Stored data entries:
━━━━━━━━━━━━━━━━━━━━━━━━━━━━━━
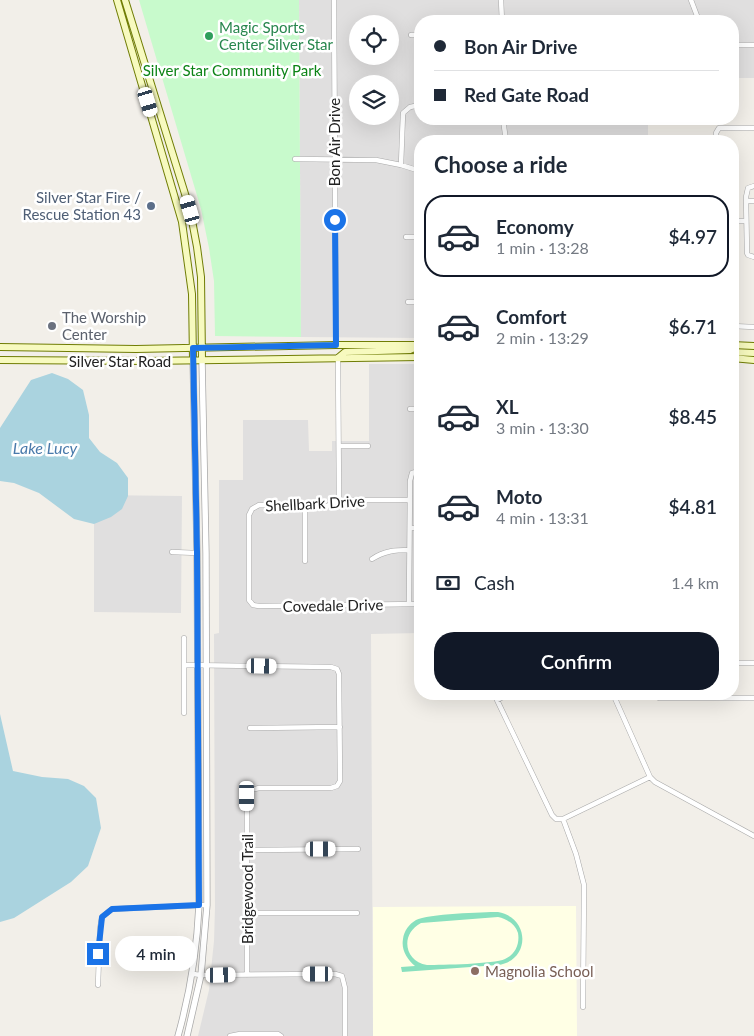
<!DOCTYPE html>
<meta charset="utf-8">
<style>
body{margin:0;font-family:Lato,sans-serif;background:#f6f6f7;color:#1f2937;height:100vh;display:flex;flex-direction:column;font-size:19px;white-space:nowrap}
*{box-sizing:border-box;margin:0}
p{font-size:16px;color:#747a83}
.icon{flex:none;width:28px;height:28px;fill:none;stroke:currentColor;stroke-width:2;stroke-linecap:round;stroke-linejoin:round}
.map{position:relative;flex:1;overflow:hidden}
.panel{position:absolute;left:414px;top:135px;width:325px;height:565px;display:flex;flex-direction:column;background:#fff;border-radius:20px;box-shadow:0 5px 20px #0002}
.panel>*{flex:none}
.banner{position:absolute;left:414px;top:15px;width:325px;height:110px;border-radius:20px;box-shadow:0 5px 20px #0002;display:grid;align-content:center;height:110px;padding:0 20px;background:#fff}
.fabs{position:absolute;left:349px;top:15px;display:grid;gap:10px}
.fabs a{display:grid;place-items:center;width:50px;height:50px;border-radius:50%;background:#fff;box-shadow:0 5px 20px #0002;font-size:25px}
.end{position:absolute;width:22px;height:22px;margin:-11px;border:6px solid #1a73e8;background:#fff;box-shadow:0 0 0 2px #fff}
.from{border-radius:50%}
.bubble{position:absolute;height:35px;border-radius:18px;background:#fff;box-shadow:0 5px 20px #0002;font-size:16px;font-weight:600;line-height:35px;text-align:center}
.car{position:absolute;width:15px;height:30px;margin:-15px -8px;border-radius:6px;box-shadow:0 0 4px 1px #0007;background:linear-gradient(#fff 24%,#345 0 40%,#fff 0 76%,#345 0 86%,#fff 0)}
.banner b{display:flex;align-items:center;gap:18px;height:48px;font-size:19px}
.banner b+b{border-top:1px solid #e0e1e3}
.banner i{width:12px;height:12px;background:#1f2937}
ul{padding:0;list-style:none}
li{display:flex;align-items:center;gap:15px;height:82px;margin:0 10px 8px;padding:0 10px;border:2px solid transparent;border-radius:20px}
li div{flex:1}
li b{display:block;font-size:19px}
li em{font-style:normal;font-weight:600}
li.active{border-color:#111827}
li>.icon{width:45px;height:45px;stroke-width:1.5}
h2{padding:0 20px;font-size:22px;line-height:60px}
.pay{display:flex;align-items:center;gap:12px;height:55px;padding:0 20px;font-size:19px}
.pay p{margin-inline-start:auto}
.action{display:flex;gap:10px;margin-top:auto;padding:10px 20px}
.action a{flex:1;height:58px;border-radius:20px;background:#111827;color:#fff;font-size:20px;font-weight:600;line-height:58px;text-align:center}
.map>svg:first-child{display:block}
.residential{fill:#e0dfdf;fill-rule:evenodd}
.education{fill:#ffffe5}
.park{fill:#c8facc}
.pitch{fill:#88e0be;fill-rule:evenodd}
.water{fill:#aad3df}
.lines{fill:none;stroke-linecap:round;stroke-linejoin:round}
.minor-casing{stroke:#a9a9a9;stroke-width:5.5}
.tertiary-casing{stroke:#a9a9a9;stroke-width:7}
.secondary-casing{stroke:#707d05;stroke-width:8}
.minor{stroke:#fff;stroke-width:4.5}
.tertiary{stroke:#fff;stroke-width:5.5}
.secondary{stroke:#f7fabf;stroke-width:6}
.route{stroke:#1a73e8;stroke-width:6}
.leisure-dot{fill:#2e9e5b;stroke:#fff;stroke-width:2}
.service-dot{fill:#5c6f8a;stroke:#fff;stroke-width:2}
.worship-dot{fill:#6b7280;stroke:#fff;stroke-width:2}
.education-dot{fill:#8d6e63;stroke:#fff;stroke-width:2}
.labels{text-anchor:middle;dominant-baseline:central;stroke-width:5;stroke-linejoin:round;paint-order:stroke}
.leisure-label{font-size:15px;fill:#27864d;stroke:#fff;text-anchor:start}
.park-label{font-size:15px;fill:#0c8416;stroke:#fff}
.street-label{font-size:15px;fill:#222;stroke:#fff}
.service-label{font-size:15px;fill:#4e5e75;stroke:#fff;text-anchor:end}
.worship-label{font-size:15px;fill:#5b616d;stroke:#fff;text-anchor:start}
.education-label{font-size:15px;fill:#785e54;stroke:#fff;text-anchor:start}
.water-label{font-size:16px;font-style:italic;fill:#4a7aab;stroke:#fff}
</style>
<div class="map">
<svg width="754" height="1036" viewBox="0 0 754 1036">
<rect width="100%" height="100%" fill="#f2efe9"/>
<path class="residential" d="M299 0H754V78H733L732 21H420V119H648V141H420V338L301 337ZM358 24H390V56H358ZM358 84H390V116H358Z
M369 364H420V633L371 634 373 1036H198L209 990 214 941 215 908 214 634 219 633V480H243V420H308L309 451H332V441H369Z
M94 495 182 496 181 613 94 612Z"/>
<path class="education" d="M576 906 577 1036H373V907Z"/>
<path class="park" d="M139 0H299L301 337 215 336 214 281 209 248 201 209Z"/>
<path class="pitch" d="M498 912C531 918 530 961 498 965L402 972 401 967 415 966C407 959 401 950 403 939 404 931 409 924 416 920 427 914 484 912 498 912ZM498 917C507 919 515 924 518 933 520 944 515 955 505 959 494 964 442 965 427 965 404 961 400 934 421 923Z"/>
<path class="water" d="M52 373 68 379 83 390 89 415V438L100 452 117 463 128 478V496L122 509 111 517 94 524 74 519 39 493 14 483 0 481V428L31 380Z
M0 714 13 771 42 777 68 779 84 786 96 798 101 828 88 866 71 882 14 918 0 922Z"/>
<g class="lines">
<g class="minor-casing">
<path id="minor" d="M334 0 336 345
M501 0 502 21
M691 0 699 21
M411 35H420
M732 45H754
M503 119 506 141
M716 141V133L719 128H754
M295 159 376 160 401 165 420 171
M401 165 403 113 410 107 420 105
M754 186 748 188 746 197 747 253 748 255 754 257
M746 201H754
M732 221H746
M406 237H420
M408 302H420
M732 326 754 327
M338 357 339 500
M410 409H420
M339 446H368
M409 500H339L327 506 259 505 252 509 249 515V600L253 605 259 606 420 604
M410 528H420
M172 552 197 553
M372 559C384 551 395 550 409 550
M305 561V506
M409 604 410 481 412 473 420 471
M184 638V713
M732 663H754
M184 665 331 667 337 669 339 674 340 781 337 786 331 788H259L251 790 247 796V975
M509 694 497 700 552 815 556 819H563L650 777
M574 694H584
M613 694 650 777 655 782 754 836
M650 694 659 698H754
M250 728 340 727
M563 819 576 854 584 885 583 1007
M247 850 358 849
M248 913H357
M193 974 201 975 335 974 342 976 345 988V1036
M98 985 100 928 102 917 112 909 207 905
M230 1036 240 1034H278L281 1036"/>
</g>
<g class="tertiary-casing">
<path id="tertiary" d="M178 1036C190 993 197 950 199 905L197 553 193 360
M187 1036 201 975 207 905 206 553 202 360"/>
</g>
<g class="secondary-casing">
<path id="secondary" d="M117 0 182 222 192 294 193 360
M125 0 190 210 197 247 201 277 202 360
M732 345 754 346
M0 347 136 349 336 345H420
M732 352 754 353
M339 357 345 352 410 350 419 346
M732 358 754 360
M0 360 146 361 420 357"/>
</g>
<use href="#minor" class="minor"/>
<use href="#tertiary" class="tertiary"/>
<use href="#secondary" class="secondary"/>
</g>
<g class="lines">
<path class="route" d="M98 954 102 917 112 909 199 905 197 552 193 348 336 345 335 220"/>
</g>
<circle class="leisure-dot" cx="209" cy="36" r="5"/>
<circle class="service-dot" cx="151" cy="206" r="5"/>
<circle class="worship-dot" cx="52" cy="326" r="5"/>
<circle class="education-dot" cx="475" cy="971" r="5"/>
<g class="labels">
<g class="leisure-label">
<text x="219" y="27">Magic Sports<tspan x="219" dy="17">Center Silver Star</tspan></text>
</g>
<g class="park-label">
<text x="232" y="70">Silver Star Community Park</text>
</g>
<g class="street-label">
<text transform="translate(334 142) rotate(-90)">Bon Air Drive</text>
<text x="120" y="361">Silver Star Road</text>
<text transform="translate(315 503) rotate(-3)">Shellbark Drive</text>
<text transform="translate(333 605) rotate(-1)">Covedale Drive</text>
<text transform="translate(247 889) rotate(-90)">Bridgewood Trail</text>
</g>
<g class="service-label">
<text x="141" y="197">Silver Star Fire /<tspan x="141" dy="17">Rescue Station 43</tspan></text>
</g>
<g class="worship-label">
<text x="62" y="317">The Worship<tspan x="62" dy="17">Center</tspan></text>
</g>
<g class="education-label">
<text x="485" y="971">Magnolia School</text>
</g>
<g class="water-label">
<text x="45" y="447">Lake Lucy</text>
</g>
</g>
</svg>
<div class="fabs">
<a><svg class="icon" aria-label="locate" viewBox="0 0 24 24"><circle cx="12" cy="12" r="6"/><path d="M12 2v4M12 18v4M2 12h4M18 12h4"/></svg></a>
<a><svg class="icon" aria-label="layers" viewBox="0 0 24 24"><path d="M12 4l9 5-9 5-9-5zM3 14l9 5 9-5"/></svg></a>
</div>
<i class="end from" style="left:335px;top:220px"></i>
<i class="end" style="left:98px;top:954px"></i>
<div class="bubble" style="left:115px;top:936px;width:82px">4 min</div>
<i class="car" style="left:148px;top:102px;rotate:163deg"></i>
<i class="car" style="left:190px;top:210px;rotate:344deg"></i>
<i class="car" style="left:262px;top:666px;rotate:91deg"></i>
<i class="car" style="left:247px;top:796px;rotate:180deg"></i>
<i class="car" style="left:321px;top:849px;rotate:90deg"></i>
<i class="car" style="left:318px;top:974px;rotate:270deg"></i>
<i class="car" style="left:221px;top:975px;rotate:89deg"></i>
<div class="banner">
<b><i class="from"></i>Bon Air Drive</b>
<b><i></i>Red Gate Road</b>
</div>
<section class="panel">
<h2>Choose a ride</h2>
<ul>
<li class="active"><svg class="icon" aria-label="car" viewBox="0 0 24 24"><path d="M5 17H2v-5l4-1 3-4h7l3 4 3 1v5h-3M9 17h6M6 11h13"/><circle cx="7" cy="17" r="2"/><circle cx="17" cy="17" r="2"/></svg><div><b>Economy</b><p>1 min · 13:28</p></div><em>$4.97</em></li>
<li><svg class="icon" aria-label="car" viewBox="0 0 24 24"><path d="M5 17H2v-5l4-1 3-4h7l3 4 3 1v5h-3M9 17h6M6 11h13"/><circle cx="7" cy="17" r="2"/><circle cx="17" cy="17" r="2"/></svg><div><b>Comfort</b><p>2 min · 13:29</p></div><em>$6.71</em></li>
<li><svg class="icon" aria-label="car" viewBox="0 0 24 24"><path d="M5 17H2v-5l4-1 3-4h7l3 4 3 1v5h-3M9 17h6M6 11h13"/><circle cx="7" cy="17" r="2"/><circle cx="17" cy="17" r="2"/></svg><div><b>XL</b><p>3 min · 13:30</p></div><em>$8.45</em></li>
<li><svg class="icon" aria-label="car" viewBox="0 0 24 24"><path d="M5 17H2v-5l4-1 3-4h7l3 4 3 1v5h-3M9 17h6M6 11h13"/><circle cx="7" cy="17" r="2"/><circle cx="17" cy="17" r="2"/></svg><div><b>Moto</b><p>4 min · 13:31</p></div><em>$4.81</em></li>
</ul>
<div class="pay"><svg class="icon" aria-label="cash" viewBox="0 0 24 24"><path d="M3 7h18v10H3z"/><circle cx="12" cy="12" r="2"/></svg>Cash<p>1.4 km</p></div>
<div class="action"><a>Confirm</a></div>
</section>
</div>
━━━━━━━━━━━━━━━━━━━━━━━━━━━━━━
WORK REQUEST
When a line of the records has the word "auto", pick it out and copy it.

THE ANSWER
.pay p{margin-inline-start:auto}
.action{display:flex;gap:10px;margin-top:auto;padding:10px 20px}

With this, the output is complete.